[Items from a dataset]
====

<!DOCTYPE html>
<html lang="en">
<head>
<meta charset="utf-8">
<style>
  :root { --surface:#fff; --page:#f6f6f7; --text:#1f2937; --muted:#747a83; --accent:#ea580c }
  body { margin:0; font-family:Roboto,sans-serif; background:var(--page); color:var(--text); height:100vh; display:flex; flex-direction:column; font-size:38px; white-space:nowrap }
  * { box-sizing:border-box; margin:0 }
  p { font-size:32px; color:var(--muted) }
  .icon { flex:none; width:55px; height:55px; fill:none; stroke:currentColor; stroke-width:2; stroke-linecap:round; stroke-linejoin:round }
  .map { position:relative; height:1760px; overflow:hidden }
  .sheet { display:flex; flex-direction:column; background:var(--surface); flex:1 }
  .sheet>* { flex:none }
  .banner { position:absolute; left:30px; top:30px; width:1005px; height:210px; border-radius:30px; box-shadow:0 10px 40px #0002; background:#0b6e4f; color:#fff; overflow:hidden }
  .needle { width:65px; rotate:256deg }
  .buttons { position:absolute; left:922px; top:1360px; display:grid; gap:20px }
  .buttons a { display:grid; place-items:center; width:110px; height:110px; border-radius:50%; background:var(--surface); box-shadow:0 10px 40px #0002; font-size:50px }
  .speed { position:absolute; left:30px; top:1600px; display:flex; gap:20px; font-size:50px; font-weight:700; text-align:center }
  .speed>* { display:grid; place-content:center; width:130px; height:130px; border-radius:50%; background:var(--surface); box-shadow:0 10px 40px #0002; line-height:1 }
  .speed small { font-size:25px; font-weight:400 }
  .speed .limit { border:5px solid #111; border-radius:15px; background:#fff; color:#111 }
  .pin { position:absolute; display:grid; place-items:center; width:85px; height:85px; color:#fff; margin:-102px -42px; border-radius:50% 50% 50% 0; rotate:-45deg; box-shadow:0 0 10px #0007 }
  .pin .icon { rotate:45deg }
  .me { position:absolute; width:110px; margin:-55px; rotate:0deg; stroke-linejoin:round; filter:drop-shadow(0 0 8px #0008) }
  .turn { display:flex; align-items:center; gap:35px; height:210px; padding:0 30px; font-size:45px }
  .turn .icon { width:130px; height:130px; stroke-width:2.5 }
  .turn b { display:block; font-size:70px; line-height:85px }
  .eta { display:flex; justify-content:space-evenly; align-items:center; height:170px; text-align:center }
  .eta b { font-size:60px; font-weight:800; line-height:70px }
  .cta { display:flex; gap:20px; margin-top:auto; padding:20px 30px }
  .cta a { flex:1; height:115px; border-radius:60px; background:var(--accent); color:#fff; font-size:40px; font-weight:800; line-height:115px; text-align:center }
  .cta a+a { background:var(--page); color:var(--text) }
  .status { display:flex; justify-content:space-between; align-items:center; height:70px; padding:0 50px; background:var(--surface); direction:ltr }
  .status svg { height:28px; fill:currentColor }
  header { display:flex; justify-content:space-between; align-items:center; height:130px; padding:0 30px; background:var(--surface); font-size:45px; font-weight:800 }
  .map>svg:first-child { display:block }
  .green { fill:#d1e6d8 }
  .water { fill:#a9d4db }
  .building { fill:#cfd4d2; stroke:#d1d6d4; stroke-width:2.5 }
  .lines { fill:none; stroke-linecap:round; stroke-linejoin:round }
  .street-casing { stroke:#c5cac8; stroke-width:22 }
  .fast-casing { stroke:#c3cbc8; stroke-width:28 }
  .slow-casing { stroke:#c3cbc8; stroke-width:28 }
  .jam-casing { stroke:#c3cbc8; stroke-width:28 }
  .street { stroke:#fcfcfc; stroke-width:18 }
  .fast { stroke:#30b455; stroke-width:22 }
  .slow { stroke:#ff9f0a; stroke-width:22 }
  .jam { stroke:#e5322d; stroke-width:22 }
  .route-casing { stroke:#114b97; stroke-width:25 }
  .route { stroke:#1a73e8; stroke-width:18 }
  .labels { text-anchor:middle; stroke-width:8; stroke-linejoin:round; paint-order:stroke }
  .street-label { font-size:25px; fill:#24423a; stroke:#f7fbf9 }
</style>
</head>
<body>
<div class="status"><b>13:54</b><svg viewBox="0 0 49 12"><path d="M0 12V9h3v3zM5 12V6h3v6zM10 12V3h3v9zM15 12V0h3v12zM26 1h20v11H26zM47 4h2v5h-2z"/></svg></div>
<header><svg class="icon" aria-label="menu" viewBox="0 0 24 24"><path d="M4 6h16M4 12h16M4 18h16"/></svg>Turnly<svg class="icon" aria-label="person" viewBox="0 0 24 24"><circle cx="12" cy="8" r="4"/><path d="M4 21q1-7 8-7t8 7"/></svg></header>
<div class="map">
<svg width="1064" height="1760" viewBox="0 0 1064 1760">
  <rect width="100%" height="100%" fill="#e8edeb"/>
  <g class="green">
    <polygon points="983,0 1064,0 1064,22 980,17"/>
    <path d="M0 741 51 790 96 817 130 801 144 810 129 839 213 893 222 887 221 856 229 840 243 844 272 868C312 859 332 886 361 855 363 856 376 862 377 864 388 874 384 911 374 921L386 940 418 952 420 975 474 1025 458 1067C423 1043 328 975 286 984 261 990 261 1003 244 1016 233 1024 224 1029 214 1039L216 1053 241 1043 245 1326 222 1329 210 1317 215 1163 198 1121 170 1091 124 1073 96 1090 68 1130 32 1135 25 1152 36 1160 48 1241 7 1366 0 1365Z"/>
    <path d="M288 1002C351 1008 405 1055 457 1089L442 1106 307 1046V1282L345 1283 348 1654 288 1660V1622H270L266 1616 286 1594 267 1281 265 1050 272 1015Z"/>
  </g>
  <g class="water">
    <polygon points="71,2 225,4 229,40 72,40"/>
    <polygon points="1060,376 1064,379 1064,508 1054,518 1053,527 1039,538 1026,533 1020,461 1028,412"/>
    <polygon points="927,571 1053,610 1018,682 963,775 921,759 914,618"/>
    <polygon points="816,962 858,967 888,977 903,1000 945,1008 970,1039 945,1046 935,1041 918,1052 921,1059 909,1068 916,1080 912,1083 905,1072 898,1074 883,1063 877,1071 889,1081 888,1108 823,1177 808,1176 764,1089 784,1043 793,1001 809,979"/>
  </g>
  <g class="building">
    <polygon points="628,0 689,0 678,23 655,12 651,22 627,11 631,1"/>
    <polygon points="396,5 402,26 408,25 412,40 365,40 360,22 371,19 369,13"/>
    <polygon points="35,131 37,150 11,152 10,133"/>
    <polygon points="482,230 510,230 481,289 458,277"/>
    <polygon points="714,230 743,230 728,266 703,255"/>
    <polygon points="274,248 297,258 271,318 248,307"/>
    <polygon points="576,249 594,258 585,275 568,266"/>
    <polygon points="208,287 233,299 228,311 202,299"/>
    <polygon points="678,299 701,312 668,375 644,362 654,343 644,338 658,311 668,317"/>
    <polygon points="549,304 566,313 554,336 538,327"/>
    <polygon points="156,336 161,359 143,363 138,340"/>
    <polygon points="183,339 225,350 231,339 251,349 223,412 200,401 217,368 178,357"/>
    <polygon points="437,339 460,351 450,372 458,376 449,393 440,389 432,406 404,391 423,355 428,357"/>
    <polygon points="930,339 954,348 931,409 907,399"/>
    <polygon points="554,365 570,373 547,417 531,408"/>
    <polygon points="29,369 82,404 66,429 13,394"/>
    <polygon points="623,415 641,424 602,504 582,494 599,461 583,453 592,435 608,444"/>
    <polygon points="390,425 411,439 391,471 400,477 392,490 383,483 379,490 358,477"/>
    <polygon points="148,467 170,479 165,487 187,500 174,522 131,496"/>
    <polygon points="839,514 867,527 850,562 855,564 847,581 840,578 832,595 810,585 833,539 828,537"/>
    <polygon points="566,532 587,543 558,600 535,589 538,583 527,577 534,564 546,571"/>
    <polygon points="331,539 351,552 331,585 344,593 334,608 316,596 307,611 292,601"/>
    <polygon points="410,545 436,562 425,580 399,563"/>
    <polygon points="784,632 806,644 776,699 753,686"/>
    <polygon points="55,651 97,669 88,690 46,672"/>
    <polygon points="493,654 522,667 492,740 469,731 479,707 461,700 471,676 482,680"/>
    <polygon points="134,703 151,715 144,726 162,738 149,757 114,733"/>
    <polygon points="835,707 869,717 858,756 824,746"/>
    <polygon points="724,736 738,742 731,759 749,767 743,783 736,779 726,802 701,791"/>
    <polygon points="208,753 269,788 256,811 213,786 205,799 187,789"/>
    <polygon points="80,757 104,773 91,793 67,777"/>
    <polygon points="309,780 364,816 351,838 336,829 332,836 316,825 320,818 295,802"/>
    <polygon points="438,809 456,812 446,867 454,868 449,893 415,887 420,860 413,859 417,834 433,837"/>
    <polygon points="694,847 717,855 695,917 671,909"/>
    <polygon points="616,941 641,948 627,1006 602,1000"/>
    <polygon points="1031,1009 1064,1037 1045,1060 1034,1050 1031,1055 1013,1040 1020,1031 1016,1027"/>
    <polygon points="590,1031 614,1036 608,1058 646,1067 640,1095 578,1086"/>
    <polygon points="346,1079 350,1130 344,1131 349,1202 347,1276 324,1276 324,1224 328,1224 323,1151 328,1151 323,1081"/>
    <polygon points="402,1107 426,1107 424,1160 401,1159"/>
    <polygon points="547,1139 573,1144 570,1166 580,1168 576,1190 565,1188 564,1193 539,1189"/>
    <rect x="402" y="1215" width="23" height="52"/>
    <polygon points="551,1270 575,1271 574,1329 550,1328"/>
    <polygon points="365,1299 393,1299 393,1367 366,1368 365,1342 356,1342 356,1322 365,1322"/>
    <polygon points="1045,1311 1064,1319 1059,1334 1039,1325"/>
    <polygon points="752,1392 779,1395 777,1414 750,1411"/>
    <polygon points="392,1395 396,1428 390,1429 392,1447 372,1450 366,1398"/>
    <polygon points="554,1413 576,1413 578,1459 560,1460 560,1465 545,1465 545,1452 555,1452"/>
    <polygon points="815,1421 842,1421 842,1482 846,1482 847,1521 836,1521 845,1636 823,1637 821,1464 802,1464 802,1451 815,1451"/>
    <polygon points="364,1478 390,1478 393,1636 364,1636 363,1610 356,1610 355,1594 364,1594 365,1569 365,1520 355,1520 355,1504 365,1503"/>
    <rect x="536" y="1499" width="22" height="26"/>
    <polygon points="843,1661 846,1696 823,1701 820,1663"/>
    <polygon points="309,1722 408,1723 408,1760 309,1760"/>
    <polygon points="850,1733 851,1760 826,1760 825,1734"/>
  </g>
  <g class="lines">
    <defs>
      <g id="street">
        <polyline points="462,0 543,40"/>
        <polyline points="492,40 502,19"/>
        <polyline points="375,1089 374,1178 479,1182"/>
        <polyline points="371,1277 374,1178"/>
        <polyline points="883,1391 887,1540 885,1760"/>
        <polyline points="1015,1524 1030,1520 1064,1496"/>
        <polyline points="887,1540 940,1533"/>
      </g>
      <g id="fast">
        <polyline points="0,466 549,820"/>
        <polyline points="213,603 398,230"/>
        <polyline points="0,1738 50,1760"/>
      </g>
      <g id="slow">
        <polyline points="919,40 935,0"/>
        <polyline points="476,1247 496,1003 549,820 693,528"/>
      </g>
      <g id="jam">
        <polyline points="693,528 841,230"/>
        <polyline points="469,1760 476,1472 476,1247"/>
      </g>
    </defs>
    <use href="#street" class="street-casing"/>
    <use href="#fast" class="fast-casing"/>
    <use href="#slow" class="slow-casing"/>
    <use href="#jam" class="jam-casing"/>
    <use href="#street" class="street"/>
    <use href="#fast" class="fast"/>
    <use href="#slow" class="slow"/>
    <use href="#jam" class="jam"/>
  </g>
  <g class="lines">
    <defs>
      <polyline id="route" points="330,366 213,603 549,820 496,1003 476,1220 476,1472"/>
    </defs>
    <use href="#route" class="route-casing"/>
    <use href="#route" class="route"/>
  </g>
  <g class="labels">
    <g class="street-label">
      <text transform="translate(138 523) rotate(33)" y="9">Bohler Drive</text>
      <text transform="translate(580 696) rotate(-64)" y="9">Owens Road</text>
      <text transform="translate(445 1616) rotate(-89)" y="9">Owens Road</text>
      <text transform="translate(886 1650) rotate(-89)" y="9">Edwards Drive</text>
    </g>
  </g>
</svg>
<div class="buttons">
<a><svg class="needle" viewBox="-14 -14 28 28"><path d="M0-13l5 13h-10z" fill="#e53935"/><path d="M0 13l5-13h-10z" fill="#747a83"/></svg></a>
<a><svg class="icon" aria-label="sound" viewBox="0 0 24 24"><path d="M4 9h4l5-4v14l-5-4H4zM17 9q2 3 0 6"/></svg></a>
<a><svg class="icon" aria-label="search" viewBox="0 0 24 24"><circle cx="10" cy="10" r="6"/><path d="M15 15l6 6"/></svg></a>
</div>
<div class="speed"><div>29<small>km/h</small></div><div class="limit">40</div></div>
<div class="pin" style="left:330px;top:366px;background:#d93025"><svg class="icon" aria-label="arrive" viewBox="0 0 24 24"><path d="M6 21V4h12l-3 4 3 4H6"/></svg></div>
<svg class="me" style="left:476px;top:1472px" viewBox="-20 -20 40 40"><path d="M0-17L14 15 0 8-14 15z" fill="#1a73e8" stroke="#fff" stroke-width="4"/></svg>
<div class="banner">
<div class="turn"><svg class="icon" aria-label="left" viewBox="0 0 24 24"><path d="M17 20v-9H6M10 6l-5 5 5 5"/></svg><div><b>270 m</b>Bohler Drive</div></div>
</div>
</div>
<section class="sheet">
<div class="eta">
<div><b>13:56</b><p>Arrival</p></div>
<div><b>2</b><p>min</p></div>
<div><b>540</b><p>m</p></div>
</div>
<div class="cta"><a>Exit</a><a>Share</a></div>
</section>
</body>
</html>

====

### WHAT THE EXERCISE ASKS
Above are the records. Copy the lines beginning at the one that has "justify-content:space-between; align-items:center; height:70px;" and ending with the one that has "justify-content:space-between; align-items:center; height:130px;", unchanged.

### WORKED SOLUTION
  .status { display:flex; justify-content:space-between; align-items:center; height:70px; padding:0 50px; background:var(--surface); direction:ltr }
  .status svg { height:28px; fill:currentColor }
  header { display:flex; justify-content:space-between; align-items:center; height:130px; padding:0 30px; background:var(--surface); font-size:45px; font-weight:800 }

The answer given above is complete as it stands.